The light novel adaptation trap: Why some stories resist translation

Kunon the Sorcerer Can See joins the crowded field of light novel adaptations that struggle to transcend their source material's limitations. The MAL data shows it's adapted from a light novel, and it shows in all the worst ways: rushed pacing (13 episodes to cover what was presumably multiple volumes), exposition-heavy dialogue, and a focus on power progression over character development. This isn't inherently a problem—great adaptations like The Eminence in Shadow (interestingly another "fans also liked" comparison) embrace their light novel origins with style and self-awareness. But Kunon feels trapped by its format, unable to expand beyond the prose-based storytelling of its source. The manga adaptations listed as related works suggest the story has found some success in other media, but the anime adaptation fails to leverage the unique strengths of animation. It's caught in that awkward middle ground where it's neither faithful enough to please source material purists nor creative enough to stand as its own artistic statement. With only 66 favorites among 42,110 members on MyAnimeList, it's clear the adaptation hasn't captured the imagination of either existing fans or new viewers.

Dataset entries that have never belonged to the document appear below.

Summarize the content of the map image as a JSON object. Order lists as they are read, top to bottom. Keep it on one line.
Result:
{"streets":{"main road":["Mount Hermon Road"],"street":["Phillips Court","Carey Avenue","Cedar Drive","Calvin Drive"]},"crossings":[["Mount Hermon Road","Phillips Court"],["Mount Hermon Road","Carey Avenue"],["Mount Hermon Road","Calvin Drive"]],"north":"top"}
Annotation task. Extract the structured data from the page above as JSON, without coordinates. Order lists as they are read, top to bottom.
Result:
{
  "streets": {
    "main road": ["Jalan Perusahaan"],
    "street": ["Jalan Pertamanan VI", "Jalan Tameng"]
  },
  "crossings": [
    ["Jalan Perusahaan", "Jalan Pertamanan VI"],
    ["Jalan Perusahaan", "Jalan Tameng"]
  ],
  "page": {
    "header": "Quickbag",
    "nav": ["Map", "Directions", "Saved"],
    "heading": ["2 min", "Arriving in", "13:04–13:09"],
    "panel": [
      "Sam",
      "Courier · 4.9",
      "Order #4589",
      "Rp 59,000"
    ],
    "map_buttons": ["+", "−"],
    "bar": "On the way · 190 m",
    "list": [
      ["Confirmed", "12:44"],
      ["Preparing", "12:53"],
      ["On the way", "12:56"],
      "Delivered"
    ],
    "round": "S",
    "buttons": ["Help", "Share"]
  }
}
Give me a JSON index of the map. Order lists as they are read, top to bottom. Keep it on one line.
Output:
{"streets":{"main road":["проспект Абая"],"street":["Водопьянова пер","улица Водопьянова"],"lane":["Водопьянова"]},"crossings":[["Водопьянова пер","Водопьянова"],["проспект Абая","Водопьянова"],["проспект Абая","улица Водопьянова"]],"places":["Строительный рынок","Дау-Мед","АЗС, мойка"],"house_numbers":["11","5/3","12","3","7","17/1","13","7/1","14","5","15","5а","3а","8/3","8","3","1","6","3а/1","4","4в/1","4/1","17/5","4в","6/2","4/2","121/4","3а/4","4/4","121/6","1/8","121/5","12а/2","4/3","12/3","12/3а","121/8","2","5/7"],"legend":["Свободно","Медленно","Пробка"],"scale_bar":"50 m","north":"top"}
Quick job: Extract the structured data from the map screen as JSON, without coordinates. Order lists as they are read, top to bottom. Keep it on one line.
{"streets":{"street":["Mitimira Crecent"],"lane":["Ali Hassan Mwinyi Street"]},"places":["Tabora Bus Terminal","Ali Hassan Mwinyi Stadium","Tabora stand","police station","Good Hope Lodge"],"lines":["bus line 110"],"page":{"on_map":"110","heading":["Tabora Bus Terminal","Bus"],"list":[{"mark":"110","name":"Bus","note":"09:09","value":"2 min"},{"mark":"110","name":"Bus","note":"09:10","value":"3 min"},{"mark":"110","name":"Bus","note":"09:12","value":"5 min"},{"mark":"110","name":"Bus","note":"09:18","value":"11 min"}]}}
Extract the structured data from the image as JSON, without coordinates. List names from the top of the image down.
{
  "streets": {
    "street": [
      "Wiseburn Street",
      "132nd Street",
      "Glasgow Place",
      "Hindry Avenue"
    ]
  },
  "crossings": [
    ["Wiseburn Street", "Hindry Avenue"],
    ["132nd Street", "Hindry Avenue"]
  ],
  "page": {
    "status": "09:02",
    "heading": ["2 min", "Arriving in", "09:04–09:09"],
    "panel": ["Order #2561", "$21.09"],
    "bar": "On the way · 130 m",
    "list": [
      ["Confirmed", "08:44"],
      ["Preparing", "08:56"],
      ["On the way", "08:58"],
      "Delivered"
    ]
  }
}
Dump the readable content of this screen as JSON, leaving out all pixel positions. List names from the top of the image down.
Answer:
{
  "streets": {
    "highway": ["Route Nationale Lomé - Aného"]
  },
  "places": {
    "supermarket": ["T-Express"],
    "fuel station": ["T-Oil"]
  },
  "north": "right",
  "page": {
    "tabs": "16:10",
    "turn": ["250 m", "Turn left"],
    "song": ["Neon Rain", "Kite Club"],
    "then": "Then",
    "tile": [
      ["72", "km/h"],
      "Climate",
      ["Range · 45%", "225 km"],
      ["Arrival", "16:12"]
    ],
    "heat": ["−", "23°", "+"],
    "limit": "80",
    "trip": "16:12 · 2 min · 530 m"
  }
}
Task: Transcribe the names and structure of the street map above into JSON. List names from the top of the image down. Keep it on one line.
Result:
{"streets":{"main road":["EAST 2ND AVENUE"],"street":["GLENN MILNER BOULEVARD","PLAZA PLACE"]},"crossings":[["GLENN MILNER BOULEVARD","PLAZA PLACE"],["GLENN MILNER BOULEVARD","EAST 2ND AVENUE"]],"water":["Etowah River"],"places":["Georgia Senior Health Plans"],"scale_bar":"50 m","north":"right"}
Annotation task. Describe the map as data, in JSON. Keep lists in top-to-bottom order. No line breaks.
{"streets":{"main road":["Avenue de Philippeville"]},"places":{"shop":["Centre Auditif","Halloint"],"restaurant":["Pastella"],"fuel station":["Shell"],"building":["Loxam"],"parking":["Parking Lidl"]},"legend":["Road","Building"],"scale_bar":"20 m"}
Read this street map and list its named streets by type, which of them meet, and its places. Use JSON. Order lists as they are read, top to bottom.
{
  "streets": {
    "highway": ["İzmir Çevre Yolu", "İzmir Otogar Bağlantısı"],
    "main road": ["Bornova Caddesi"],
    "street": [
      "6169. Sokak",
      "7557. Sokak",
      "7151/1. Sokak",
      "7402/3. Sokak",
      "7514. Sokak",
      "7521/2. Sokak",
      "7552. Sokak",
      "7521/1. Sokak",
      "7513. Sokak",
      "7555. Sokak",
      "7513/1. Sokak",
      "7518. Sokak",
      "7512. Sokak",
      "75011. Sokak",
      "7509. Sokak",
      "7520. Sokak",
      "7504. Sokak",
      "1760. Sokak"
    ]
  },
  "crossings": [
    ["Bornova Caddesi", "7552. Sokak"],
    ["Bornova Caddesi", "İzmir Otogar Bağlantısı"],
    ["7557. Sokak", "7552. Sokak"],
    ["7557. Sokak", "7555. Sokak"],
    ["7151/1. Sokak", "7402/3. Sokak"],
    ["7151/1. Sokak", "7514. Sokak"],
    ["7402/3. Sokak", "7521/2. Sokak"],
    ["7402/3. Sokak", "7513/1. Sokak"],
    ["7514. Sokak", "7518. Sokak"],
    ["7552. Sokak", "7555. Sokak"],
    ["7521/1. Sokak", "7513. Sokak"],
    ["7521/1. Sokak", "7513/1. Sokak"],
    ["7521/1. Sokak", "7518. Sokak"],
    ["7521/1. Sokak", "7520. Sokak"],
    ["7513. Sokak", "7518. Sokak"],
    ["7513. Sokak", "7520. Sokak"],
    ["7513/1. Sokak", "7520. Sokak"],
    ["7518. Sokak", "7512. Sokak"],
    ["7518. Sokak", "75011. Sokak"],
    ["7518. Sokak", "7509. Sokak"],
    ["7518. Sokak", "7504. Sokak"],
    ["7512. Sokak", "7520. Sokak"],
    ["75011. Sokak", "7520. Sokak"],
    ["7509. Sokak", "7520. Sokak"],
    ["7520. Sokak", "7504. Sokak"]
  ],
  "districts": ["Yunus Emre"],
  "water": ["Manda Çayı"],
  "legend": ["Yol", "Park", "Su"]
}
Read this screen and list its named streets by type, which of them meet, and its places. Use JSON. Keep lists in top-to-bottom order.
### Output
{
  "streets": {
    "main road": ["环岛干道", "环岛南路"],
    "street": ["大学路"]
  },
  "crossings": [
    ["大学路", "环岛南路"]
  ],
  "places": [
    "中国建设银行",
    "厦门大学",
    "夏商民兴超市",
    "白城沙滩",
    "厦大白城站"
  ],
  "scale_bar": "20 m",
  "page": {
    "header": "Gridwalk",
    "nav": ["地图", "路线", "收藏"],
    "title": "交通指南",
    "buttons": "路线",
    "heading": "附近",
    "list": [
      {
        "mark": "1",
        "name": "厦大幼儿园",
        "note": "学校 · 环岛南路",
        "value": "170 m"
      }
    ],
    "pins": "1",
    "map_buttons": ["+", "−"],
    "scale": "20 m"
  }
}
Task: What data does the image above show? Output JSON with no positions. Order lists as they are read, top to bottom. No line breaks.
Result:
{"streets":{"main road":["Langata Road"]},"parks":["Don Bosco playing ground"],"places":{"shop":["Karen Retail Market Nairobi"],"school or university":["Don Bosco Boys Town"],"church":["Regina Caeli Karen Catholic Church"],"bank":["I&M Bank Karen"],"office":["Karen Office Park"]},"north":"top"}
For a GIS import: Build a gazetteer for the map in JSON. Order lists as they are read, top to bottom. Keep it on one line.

The curious case of low popularity: What the numbers tell us

The MyAnimeList data paints a telling picture: #6827 in ranking, #3906 in popularity, with only 66 favorites despite 42,110 members. These numbers suggest a show that people are watching (or at least starting) but not connecting with—the anime equivalent of a three-star restaurant review that says "perfectly adequate." The 6.6/10 score places it firmly in "mediocre" territory, not bad enough to be memorable for its failures, not good enough to recommend. The "fans also liked" comparisons are particularly revealing: Mieruko-chan (a horror-comedy about seeing ghosts), The Eminence in Shadow (a parody of overpowered protagonist tropes), and H2O: Footprints in the Sand (another series with a blind protagonist). These comparisons highlight what Kunon could have been: a thoughtful exploration of perception like Mieruko-chan, a self-aware deconstruction of its own tropes like The Eminence in Shadow, or a more focused disability narrative like H2O. Instead, it tries to be all these things and succeeds at none of them, resulting in a tonal mishmash that never finds its identity.

The bottom line: A show that can't see its own flaws

Final Score: 5/10 – A frustrating exercise in wasted potential. Kunon the Sorcerer Can See had all the ingredients for something special: a unique premise, an interesting protagonist concept, and the opportunity to explore fantasy through entirely new sensory parameters. What we get instead is the most generic possible execution, as if someone took a brilliant idea and ran it through an "anime fantasy template" filter. The tragedy isn't that it's bad—it's competently made, with decent animation, acceptable voice acting, and a coherent if predictable story. The tragedy is that it could have been so much more. In a landscape crowded with fantasy anime, from the masterpiece-level world-building of Frieren: Beyond Journey's End to the inventive madness of Chainsaw Man, Kunon feels like a relic from a less ambitious time. It's the kind of show you watch while scrolling through your phone, occasionally looking up when something interesting seems about to happen, only to be disappointed when it doesn't. The most damning thing about Kunon the Sorcerer Can See isn't its mediocrity—it's that its protagonist's quest for new vision metaphorically represents what the show itself desperately needs: a new way of seeing what fantasy anime can be.